Les deux disciplines se sont créées des outils semblables à des recettes (tels que les cartes de parcours client et l’analyse SWOT) afin de les utiliser dans leur domaine d’activité. Pour maintenir et accroître leur pertinence et leur influence, les disciplines ont commencé à utiliser non seulement leurs propres outils, mais aussi ceux des autres.
Nous voyons clairement les avantages d’emprunter des outils bien structurés pour favoriser la collaboration et permettre aux gens de développer de meilleurs produits et services.
Toutefois, nous observons également des malentendus découlant de l’accent mis sur les outils:
Ce sont les modèles mentaux - et non les outils - qui doivent être empruntés à d’autres disciplines.
L’intégration et l’utilisation d’outils doivent être faites pour la bonne raison.
L’interaction idéale entre ces deux disciplines doit être repensée au-delà de la simple utilisation d’outils provenant d’autres disciplines.
Examinons ces points, un par un.
1- Les outils et modèles mentaux
La plupart des initiatives éducatives qui présentent le design aux personnes business et les sujets commerciaux aux designers sont axées sur les outils et rarement sur les modèles mentaux.

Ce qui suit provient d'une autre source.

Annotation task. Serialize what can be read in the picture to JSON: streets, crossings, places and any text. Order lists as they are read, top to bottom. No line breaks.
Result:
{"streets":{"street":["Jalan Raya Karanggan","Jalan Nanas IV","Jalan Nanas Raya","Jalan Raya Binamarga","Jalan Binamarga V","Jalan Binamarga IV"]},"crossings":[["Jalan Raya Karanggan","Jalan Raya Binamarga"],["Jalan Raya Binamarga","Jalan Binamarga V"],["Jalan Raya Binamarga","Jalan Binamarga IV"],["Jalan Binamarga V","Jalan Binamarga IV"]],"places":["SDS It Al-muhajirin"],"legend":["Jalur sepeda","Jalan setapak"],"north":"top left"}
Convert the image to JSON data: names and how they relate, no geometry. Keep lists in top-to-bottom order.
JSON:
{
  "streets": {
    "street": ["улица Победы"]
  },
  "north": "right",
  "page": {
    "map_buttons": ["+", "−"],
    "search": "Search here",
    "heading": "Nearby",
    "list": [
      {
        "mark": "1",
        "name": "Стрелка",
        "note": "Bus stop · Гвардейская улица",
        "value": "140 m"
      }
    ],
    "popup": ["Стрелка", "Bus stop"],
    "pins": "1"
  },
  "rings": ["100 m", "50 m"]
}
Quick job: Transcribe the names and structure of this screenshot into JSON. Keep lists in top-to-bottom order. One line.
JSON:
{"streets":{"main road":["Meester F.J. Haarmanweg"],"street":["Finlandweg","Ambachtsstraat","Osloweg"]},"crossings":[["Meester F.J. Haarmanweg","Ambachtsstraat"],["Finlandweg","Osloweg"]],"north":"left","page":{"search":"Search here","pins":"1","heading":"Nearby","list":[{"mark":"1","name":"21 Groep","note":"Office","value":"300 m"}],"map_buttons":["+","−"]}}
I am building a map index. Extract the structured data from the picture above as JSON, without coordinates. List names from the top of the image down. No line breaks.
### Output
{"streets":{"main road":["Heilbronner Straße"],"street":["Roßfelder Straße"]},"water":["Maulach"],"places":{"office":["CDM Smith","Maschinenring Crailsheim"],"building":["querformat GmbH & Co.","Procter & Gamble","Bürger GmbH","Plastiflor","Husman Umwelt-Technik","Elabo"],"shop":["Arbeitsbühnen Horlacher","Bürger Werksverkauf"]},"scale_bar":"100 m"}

Les modèles mentaux sont nos processus de pensée et nos interprétations du monde qui nous entourent, tandis que les outils sont les moyens par lesquels nous tentons d’influencer ce monde.
C’est la lutte continue mais respectueuse entre les différentes disciplines qui permet d’obtenir de grands résultats, et non la victoire sur l’autre.
Les outils sont relativement faciles à apprendre, tel que parler aux utilisateurs dans le cadre d’une activité de recherche (un domaine typique du design) ou les bases d’un modèle commercial de rasoir et de lames (une idée commerciale classique dans laquelle le rasoir est gratuit mais où le client s’attache à la marque par l’achat continu des lames).
La mise en pratique de ces connaissances avec maîtrise est une autre question - mais ce n’est pas encore le problème principal. Le problème principal est que tout outil nouvellement appris sera inutile si l’on ne comprend pas les hypothèses qu’il sous-tend, tout comme ne pas adapter son propre modèle mental en fonction de ce dernier.
Prenons deux exemples où un outil a été adopté d’une autre discipline sans adopter le modèle mental qui lui a donné naissance.
Les chefs d’entreprise d’un projet ont consacré beaucoup d’efforts à la création de personas basés sur des hypothèses, car ils ont entendu dire que les personas étaient importants pour l’orientation client. Cependant, aucune hypothèse ou plan de recherche n’ont été mis en place pour vérifier ou réfuter ces personas, et il n’était pas non plus clair comment ces personas seraient bénéfiques au projet à l’avenir. Bien que l’entreprise ait adopté l’outil des personas, le modèle mental, le fait d’avoir un représentant de l’utilisateur appuyé par la recherche à travers le persona n’a pas été compris. Le persona est simplement devenu un produit livrable sans apporter de valeur réelle au projet.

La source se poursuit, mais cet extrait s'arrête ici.